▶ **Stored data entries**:
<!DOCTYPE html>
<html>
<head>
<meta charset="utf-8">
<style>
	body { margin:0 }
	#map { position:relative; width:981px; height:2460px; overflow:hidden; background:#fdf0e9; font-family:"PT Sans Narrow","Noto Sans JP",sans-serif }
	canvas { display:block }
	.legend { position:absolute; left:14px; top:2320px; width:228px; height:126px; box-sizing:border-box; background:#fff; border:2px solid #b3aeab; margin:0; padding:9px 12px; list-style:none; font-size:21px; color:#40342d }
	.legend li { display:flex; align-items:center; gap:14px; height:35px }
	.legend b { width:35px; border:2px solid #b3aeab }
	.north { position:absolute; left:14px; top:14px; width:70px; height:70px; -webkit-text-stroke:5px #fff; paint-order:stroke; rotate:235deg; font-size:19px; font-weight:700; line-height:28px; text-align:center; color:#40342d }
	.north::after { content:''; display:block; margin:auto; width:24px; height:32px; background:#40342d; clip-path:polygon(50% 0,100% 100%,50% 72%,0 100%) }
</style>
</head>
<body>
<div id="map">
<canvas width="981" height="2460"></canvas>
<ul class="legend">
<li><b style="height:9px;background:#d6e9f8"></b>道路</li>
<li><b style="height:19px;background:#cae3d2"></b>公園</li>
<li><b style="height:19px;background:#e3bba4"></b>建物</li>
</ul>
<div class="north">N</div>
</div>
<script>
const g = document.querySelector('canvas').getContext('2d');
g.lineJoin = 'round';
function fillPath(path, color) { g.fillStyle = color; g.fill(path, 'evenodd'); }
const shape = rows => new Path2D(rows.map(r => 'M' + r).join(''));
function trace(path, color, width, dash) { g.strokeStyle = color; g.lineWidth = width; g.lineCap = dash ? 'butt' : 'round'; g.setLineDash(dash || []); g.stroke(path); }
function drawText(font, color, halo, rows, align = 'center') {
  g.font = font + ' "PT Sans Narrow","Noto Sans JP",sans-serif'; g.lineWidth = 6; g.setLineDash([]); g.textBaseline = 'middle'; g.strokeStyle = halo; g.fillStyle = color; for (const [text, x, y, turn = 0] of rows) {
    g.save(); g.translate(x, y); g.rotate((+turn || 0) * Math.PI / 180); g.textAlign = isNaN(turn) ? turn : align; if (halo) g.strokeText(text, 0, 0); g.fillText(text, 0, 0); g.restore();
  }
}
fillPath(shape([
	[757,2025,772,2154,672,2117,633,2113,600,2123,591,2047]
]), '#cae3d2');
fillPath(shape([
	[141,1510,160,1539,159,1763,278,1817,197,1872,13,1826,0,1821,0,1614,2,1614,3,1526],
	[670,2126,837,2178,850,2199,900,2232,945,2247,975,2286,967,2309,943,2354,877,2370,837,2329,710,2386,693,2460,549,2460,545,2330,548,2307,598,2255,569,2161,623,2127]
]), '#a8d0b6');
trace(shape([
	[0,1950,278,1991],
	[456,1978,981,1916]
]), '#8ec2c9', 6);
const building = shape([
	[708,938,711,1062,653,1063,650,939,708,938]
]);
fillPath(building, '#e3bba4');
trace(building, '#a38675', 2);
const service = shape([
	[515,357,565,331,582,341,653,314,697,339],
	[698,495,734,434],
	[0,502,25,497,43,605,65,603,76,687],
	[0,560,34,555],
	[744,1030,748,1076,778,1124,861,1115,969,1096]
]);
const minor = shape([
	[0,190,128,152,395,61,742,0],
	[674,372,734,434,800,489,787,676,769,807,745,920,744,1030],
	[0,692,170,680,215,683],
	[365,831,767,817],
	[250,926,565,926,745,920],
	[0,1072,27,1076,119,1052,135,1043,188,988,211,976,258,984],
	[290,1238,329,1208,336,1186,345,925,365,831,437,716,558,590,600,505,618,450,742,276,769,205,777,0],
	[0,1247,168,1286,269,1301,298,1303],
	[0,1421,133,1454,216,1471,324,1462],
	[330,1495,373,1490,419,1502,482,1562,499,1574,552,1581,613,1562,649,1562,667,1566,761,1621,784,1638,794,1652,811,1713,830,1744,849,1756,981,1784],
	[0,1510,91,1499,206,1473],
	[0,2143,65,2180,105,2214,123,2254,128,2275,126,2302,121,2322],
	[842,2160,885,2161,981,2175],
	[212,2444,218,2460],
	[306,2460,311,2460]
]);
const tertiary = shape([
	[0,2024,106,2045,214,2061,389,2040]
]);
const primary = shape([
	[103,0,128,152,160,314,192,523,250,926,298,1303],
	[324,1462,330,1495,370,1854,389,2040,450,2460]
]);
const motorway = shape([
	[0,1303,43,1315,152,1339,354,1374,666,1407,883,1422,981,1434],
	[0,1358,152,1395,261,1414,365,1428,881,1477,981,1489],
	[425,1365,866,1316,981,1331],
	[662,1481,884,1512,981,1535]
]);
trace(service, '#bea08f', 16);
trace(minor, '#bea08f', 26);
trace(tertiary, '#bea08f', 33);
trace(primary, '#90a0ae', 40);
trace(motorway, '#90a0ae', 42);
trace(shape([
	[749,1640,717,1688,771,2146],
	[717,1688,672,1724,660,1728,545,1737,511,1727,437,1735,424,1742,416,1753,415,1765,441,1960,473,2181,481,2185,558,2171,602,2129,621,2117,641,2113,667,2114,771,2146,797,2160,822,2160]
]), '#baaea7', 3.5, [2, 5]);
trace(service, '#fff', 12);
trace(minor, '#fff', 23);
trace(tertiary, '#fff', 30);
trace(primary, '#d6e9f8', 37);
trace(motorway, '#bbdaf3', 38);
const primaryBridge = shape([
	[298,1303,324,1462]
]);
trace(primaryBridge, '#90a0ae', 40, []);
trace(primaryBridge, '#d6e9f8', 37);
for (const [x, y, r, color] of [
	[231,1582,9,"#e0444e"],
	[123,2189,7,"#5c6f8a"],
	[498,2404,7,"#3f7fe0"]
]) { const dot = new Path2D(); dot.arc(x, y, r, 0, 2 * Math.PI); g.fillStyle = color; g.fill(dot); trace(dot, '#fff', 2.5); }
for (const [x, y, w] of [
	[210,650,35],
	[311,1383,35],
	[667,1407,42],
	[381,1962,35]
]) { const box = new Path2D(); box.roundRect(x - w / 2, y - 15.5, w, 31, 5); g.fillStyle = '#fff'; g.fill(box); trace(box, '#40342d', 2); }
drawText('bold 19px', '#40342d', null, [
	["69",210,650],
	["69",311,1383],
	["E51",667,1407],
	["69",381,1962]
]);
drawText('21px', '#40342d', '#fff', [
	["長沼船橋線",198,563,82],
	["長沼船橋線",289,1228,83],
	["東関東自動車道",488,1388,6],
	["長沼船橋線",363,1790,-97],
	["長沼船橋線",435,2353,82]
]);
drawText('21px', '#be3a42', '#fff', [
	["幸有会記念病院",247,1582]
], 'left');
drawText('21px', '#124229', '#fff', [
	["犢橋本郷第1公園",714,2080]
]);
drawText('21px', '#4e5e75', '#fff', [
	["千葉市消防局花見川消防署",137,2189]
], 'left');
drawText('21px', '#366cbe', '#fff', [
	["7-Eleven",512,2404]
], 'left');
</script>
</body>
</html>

▶ **AIM OF THE EXERCISE**: Output the lines above between the one holding "trace(minor, '#fff', 23);" and the one holding "[381,1962,35]", inclusive, with nothing before or after them.

▶ **RESULT FOR THIS EXERCISE**:
trace(minor, '#fff', 23);
trace(tertiary, '#fff', 30);
trace(primary, '#d6e9f8', 37);
trace(motorway, '#bbdaf3', 38);
const primaryBridge = shape([
	[298,1303,324,1462]
]);
trace(primaryBridge, '#90a0ae', 40, []);
trace(primaryBridge, '#d6e9f8', 37);
for (const [x, y, r, color] of [
	[231,1582,9,"#e0444e"],
	[123,2189,7,"#5c6f8a"],
	[498,2404,7,"#3f7fe0"]
]) { const dot = new Path2D(); dot.arc(x, y, r, 0, 2 * Math.PI); g.fillStyle = color; g.fill(dot); trace(dot, '#fff', 2.5); }
for (const [x, y, w] of [
	[210,650,35],
	[311,1383,35],
	[667,1407,42],
	[381,1962,35]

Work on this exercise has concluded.